Chereads / Seikha Sahl (Psycological Romance Thriller) / Chapter 21 - Bab 21. Buku Harian Seikha

Chapter 21 - Bab 21. Buku Harian Seikha

Dear Juna,

Saat kamu membaca ini, berarti aku sudah siap dengan segala konsekuensi. Pilihlah, masih ingin bersamaku dengan senyum yang palsu atau pergi meninggalkanku?

Hidupku berat, masa laluku suram, aku juga tidak memiliki orangtua. Jika aku tersenyum selama ini, maka itu adalah karena kamu. Namun aku tidak mau menipumu lagi.

Bacalah dengan hatimu yang lembut, ini kisahku.

Seikha.

***

Sebelumnya Seikha dan Juna menghabiskan waktu menonton TV bersama setelah makan pagi.

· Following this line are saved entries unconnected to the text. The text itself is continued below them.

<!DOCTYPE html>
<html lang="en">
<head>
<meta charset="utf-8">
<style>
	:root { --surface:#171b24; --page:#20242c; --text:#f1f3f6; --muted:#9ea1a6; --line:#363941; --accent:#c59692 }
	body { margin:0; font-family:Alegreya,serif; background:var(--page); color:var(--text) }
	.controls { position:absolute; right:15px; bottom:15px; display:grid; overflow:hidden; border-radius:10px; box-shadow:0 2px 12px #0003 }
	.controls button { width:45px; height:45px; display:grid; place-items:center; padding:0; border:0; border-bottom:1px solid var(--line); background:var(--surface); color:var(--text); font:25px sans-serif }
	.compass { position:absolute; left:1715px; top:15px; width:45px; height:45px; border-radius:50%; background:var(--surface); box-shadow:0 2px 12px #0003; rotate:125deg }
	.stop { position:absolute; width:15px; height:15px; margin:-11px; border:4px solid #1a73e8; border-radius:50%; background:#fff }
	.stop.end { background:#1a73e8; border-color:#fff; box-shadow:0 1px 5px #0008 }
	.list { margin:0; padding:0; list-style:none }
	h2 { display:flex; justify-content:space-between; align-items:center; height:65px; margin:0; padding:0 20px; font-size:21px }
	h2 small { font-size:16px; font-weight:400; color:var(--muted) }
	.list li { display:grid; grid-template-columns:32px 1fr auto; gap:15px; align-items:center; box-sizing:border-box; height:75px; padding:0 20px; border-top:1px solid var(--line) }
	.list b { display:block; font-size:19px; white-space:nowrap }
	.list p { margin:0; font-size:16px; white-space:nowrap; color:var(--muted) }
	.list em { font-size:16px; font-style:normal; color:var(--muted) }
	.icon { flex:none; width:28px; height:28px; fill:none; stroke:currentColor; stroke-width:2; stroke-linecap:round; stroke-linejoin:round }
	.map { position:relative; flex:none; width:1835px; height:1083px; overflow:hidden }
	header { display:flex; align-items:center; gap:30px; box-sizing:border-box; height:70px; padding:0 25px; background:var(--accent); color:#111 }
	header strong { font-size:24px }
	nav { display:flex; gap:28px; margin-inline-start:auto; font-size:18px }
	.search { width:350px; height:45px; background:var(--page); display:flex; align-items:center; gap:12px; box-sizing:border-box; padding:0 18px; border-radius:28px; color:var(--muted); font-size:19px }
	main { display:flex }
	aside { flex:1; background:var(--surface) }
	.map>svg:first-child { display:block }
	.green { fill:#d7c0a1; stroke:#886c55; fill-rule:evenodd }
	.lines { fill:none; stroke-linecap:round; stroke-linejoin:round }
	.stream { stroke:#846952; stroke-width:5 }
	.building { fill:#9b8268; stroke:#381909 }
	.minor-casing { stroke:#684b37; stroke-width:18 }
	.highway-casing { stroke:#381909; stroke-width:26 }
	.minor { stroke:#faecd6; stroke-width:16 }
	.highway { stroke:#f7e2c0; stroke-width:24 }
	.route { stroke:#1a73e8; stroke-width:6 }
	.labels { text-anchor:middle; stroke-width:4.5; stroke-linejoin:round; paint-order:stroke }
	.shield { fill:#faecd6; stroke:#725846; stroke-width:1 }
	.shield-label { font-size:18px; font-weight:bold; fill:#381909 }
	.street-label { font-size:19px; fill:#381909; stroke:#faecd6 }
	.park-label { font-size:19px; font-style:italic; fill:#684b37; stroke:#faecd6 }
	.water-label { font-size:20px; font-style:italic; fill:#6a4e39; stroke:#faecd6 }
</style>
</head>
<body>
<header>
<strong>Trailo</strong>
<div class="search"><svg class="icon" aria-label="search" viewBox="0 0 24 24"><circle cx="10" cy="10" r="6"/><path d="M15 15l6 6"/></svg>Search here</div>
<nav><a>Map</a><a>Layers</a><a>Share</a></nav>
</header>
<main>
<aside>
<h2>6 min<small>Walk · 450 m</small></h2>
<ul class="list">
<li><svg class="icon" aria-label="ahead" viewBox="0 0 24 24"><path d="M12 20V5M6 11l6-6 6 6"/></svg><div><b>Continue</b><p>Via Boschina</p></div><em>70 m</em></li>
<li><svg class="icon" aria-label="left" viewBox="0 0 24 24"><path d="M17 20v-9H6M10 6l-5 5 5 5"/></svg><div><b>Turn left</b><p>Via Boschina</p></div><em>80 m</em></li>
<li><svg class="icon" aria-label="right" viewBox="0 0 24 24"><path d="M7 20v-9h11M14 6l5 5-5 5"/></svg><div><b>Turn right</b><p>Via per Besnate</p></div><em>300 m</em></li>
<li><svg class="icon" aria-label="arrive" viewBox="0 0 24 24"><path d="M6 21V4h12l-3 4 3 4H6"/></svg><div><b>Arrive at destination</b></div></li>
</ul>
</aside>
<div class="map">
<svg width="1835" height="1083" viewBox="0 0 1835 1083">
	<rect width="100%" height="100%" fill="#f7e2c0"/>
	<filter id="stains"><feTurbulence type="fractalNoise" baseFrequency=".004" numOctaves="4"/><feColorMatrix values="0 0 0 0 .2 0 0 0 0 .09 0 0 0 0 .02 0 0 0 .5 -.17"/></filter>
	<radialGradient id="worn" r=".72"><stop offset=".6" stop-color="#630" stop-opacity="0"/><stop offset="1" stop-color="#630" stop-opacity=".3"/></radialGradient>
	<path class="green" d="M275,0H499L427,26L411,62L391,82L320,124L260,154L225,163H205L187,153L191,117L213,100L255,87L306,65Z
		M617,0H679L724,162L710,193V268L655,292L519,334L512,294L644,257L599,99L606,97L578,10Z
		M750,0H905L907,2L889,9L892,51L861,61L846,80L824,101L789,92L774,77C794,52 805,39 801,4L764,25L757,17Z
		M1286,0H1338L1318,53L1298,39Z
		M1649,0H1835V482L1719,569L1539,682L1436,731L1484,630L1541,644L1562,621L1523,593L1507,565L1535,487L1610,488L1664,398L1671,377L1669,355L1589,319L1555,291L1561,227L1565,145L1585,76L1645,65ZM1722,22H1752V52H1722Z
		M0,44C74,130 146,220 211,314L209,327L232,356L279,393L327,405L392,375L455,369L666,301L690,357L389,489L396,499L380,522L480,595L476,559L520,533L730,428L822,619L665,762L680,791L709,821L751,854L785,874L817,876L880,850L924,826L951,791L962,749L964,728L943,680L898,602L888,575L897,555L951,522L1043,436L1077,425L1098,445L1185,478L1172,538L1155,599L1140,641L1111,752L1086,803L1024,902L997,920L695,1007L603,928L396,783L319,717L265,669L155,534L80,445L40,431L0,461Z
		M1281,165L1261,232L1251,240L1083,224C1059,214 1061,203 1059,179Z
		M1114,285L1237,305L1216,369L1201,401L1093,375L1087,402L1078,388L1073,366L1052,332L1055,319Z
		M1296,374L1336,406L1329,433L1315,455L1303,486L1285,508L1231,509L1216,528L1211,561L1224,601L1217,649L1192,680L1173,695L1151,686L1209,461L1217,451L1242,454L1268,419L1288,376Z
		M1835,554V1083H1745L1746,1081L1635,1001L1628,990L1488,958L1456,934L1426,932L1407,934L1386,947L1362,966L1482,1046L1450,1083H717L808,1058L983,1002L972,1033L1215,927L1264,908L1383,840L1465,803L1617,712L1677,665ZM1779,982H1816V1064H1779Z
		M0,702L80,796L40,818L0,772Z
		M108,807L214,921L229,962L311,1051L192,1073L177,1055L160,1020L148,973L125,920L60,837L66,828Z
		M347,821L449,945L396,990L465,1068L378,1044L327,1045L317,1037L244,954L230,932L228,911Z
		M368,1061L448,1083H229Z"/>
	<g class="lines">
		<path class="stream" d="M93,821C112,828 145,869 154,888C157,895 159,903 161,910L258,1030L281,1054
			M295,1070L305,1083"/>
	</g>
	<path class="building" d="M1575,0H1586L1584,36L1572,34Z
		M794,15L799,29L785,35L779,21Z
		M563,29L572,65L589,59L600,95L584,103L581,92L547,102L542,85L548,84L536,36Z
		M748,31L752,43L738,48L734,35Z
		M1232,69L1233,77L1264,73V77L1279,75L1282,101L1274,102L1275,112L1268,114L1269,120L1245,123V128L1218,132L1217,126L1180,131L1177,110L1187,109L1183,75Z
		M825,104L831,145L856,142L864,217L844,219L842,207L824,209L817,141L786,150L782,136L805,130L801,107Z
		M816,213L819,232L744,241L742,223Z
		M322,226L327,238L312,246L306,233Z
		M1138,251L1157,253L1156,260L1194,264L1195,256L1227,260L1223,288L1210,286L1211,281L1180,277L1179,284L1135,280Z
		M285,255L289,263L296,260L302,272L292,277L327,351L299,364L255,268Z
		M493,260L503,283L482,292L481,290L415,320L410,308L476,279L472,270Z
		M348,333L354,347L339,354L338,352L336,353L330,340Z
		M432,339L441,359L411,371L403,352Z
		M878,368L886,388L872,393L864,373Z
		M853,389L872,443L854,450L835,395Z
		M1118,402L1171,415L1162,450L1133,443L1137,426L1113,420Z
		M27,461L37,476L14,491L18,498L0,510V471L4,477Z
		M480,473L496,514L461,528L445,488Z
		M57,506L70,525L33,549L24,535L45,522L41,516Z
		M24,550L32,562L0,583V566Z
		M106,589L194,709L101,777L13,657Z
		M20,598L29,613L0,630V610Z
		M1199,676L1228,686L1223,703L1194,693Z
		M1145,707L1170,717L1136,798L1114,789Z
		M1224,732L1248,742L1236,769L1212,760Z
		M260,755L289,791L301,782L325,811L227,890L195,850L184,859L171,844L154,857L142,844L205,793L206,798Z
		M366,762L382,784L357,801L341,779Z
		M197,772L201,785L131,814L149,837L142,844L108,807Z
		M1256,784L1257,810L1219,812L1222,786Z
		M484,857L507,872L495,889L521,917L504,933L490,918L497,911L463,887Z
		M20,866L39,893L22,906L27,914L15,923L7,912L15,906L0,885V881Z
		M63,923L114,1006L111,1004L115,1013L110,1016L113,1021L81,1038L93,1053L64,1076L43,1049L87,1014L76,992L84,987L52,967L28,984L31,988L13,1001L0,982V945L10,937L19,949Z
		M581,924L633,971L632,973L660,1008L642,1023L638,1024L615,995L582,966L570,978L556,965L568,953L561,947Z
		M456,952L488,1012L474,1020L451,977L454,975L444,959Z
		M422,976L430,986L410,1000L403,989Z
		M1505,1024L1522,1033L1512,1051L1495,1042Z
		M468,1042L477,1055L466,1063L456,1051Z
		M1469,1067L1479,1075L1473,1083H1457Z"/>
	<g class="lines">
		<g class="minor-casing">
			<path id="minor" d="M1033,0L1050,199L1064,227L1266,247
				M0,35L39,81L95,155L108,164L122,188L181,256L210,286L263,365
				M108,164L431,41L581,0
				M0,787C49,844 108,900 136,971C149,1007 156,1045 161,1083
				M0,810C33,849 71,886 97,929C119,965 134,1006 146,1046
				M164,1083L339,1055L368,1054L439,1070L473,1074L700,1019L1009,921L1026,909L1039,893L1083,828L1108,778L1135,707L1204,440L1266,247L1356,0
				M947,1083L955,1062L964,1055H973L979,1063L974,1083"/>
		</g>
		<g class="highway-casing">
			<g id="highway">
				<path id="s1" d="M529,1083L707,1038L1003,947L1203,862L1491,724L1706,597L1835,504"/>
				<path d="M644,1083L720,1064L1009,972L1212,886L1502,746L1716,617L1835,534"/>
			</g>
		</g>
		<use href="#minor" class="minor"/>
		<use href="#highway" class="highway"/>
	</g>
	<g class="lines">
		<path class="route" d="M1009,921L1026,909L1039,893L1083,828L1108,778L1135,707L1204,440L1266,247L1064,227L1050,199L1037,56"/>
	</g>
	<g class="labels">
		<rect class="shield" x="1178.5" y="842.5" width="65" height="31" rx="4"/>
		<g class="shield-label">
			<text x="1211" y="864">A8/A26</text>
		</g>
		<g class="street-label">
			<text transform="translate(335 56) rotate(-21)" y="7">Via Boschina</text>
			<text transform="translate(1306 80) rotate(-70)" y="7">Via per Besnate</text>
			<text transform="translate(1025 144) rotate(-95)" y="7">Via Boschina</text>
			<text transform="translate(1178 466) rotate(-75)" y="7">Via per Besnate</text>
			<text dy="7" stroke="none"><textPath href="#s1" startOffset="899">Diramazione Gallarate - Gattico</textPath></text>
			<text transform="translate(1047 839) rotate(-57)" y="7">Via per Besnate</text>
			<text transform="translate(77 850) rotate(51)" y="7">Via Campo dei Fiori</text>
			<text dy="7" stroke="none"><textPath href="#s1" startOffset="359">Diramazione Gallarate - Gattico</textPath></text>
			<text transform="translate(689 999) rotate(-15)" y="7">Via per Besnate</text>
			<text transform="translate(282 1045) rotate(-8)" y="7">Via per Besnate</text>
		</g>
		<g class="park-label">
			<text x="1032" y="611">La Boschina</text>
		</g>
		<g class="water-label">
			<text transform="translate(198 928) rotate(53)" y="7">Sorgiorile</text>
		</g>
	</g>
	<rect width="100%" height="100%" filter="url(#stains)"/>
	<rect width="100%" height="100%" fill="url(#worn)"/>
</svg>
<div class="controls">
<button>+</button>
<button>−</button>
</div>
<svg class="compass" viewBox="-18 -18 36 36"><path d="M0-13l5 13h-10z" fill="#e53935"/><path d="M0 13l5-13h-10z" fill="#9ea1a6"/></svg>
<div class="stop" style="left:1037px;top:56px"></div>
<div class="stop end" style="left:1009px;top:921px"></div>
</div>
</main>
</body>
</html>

Berjalan-jalan ke taman dan bermain games bersama. Sampai pukul lima sore hari, Juna mengantarkan Seikha kembali pulang.

Dalam perjalanan, Juna termenung sebentar. Tas ranselnya kini bertambah berat dengan buku diary Seikha yang tebal. Belum lagi bahan kayu pada cover, membuat buku itu seperti enskiklopedia bagi Juna. Begitu besar rasa percaya Seikha padanya, pikir Juna dari balik helm yang menutup wajahnya.

Sesampainya di rumah, Juna membersihkan dan membereskan diri dahulu. Marni memanggilnya untuk makan malam bersama, kemudian mereka berbincang sebentar. Tentu saja Marni penasaran karena Juna baru pertama kali pacaran.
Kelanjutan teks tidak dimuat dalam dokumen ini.